# 821 11-Year Experience in Management of Genital Burns

**Authors:** Mare Kaulakis, José Arellano, Christopher Fedor, Hilary Liu, Garth Elias, Paul Rusilko, Alain Corcos, Jenny Ziembicki, Francesco Egro

PMC · DOI: 10.1093/jbcr/iraf019.352 · 2025-04-01

## TL;DR

This study analyzes 11 years of genital burn cases to develop a treatment algorithm based on burn depth and surgical needs.

## Contribution

The study introduces a novel algorithm for genital burn management based on burn depth and surgical outcomes.

## Key findings

- Deeper genital burns are significantly more likely to require surgical intervention and multiple operations.
- Conservative management is effective for superficial burns, with a high success rate.
- The study found no cases of post-burn scar contractures despite some hypertrophic scarring.

## Abstract

Genital burns pose unique challenges due to their anatomical location, complexity, and infection risk. Despite affecting only 1% of total body surface area (TBSA), these burns are associated with a high mortality risk. Treatment protocols vary, and standardized approaches are still needed, particularly for full-thickness burns. This study aims to develop an algorithm for genital burn management based on a single institution’s 11-year experience.

A retrospective analysis was conducted on patients presenting to a single ABA-verified burn center from 2012-2023 with genital burns. Data collected included demographics, burn characteristics, treatment strategies, and outcomes.

62 patients (69% male, 31% female; mean age of 31.13 ± 26.20 years) were included in the study. Average BMI was 26.94 ± 12.4, with the most common comorbidities being hypertension (27.42%; n=17) and smoking (16.13%; n=10). Most burn etiologies were scald (45.2%; n=28) and flame (38.7%; n=24), and the mean %TBSA was 18.04 ± 18.72. Almost all 29 of superficial and superficial partial thickness burns were managed conservatively (96.55%; n=28). Meanwhile, 17 of the 33 deep partial thickness and full thickness burns required surgical intervention (51.52%). The most common procedures in patients receiving surgery were excision plus the application of a split thickness skin graft (STSG) (35.29%; n=6), or a two-stage operation involving excision plus cadaveric allograft, followed by STSG application at a later date (29.41%; n=5).

The mean number of total acute operations increased with increased burn depth. Patients with full thickness genital burns were 60.39 times (95% CI: 4.80-760.46; p=0.002) more likely to require surgery in this region compared to those with more superficial burns, and 9.78 times (95% CI: 1.13-84.35; p=0.038) more likely to undergo multiple surgeries compared to patients with more superficial burns who also received surgery.

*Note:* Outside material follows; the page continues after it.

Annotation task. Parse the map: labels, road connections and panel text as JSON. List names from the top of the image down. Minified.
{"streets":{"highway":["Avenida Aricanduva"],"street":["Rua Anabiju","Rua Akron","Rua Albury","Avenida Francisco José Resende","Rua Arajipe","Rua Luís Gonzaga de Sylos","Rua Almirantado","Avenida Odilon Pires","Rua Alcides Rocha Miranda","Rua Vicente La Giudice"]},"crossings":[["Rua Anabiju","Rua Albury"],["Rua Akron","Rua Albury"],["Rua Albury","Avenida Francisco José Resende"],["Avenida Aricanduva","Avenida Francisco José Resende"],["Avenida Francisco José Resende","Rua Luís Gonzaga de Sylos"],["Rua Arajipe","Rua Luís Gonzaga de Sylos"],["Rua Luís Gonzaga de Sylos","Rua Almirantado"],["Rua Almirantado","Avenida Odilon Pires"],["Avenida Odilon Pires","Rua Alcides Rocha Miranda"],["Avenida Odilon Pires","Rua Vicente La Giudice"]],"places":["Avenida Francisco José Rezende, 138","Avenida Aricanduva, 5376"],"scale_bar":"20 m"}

Ultimately, 11.29% (n=7) of all patients had hypertrophic scarring and 17.65% (n=3) of surgical patients had graft loss. No patients experienced post-burn scar contractures. The average length of follow up was 1.99 ± 4.87 months.

Genital burns present significant challenges and mortality risks. This study shows that deeper genital burn injuries are not only more likely to require surgical intervention but also require multiple operations. Based on these findings, an algorithm was developed, recommending that superficial genital burns be managed conservatively, while burns extending beyond the dermis are strong candidates for surgical intervention.

This study contributes valuable insights into genital burn management, highlighting the necessity for tailored treatment approaches based on burn depth/location. The developed algorithm provides a structured framework that can guide clinical decision-making and improve outcomes in patients with these complex injuries.